La ruota d’oro donata da Fetonte all’umanità conteneva 22 angoli segreti, nei quali era possibile leggere un’antica conoscenza: si trattava di 22 archetipi esperienziali che costituivano, nella loro globalità, un vero e proprio cammino iniziatico. Tali archetipi, inizialmente espressi tramite semplici segni grafici (chiamati “hat” nello sciamanesimo druidico), nel corso del tempo assunsero un aspetto sempre più elaborato, fino a sfociare nelle 22 lamine recanti immagini simboliche che diedero origine ai Tarocchi.

Barbadoro sottolinea inoltre come la ruota forata, ovvero un cerchio con un centro vuoto, sia anche il simbolo del Graal, manifestazione dell’insegnamento degli antichi druidi. Ci sarebbe, quindi, un filo logico che ricondurrebbe i Tarocchi alla leggenda del Graal; tale legame sarebbe, secondo questa interpretazione, evidenziato dai quattro simboli (spade, coppe, denari, bastoni) raffigurati sugli Arcani Minori: gli stessi simboli, infatti, compaiono nel “Roman de Perceval” di Chrétien de Troyes, testo del XII secolo in cui, per la prima volta nella storia, si parla ufficialmente del Graal.

Parsifal

Barbadoro ipotizza che gli Arcani Minori dei Tarocchi siano stati ispirati proprio dal “Roman de Perceval”, motivo per cui la loro creazione sarebbe successiva al XII secolo. A tal proposito mi permetto però di fare un’osservazione: poichè, come lo stesso autore afferma, i simboli della spada, del bastone, del denaro e della coppa hanno un’origine antichissima (appartenevano già alla tradizione druidica), nulla vieta che gli Arcani Minori siano stati realizzati ben prima che il poema di Chrétien de Troyes venisse alla luce; da questo discorso devonono comunque essere escluse le figure (Paggi, Re, Regine e Cavalieri), che sono state presumibilmente aggiunte al mazzo originario in epoca rinascimentale.
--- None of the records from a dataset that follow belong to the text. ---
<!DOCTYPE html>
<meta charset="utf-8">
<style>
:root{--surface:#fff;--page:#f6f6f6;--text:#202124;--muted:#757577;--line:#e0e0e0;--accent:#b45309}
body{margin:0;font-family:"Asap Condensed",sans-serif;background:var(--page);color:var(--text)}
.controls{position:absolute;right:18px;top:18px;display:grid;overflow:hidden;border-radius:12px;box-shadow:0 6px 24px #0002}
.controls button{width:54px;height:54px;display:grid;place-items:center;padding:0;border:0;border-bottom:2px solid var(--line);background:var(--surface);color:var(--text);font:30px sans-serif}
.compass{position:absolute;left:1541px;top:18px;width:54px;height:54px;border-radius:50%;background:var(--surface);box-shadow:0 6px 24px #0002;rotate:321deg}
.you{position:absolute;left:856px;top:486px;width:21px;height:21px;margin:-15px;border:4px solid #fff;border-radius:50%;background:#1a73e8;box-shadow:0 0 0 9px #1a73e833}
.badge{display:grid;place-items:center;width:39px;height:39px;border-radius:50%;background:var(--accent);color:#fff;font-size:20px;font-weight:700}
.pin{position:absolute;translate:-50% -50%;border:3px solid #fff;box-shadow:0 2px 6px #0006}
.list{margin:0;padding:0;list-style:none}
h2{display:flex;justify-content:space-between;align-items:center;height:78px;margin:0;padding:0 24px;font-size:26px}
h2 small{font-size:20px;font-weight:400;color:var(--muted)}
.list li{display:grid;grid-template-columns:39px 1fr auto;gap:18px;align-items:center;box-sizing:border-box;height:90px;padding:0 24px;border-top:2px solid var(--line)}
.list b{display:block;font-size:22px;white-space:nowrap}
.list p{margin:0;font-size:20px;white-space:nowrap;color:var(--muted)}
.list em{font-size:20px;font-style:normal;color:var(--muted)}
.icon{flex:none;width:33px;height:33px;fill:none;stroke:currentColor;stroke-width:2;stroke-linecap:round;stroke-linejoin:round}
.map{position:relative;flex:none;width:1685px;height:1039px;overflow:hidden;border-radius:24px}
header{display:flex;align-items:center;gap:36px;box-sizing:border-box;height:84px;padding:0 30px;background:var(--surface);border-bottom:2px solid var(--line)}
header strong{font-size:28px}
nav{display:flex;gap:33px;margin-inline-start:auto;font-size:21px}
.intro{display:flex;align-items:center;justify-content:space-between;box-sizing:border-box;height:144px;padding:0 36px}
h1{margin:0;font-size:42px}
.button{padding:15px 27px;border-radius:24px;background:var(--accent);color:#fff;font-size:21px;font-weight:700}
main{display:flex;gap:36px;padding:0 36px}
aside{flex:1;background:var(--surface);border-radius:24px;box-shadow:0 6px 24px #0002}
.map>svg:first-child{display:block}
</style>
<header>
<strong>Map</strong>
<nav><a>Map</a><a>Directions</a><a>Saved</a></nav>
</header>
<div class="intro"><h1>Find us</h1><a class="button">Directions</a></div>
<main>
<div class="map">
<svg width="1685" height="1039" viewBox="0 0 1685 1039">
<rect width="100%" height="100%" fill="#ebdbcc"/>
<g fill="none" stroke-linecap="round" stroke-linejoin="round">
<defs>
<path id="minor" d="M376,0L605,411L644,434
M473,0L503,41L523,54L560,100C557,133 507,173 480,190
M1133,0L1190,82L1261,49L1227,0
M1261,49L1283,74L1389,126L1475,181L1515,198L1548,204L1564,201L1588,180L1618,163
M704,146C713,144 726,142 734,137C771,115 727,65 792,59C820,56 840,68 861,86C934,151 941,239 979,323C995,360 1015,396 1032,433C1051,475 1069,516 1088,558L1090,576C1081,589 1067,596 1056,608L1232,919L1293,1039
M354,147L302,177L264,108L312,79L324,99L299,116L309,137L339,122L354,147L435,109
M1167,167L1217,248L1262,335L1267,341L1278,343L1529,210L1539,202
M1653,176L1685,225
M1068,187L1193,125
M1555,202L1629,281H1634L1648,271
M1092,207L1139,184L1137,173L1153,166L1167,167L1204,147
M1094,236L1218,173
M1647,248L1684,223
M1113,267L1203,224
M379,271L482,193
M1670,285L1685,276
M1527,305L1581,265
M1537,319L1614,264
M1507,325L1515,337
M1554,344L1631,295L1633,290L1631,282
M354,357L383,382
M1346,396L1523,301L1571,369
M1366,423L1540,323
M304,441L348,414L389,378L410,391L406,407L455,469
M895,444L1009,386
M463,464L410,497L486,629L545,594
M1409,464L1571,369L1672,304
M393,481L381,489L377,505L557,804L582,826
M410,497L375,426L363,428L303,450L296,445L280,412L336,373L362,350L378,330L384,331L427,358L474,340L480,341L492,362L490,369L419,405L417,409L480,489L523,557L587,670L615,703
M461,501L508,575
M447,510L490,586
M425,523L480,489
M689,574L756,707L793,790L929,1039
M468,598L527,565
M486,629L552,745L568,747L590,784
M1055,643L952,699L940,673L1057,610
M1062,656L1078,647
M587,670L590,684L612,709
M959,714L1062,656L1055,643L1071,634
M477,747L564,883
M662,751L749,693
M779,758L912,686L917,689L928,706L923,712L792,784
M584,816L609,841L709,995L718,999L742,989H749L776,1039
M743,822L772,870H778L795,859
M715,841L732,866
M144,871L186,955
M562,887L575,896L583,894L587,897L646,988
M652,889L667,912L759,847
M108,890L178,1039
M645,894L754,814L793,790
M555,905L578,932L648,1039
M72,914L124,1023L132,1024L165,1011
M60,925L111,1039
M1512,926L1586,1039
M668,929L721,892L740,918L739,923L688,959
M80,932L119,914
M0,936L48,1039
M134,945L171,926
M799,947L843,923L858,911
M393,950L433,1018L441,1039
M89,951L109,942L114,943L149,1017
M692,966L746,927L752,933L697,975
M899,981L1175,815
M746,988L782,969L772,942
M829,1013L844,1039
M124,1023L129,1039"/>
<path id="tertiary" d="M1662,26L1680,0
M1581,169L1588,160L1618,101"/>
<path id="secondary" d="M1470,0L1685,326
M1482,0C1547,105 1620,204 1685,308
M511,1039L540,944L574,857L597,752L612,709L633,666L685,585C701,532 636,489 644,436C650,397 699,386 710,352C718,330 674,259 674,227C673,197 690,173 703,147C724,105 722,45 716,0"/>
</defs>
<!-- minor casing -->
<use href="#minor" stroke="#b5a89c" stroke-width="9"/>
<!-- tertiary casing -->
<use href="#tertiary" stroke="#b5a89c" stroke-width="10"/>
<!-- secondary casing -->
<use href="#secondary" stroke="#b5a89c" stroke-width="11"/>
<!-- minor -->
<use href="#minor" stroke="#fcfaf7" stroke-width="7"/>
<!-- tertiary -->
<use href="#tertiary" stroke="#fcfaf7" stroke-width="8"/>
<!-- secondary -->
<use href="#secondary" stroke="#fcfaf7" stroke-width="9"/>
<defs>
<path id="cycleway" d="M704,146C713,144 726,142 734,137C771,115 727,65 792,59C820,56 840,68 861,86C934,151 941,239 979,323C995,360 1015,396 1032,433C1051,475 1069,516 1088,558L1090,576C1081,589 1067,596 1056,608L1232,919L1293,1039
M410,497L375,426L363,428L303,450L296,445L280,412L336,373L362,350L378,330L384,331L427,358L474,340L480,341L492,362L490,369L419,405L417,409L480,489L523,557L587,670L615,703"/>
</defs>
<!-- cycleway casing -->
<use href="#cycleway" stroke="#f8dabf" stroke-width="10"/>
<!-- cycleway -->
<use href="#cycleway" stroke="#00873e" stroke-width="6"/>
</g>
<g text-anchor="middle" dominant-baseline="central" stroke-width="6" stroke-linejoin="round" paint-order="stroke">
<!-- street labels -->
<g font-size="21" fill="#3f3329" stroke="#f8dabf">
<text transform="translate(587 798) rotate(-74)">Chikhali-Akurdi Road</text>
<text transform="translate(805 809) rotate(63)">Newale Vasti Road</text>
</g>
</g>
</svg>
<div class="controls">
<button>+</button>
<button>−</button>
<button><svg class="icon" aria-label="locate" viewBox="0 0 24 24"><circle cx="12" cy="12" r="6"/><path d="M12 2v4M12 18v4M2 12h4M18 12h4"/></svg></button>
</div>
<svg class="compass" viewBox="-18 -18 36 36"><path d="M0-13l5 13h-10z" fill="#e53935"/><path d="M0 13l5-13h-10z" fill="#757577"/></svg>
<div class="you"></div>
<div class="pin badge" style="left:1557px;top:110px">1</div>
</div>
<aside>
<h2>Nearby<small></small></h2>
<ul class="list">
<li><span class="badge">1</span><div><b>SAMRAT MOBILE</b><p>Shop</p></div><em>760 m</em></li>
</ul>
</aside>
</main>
L’intera ricostruzione fatta da Giancarlo Barbadoro è interessante e suggestiva: in sostanza, l’autore ipotizza che gli archetipi esistenziali illustrati dagli Arcani Maggiori dei Tarocchi siano stati trasmessi all’umanità da parte di intelligenze superiori. Ma chi erano realmente costoro? L’autore preferisce non sbilanciarsi e questa fondamentale domanda resta, così, senza risposta. Si può ipotizzare – in maniera forse un po’ fantasiosa – che il dio Fetonte sia la raffigurazione mitologica di un personaggio reale di provenienza extraterrestre: del resto, alcuni studiosi di testi sacri come la Bibbia e i Veda indiani espongono ormai apertamente la convinzione in base alla quale gli dei adorati dai popoli antichi non sarebbero mere invenzioni ma, al contrario, esseri alieni realmente esistiti. Se invece preferiamo restare con i piedi per terra, possiamo semplicemente pensare che i Tarocchi abbiano avuto origine da un ristretto gruppo di eletti in possesso di una conoscenza segreta: grazie alla loro opera, tale sapienza sarebbe stata resa accessibile anche all’uomo comune. Si è trattato, in ogni caso, di un grande dono fatto all’umanità intera, un dono della Coscienza per la Coscienza.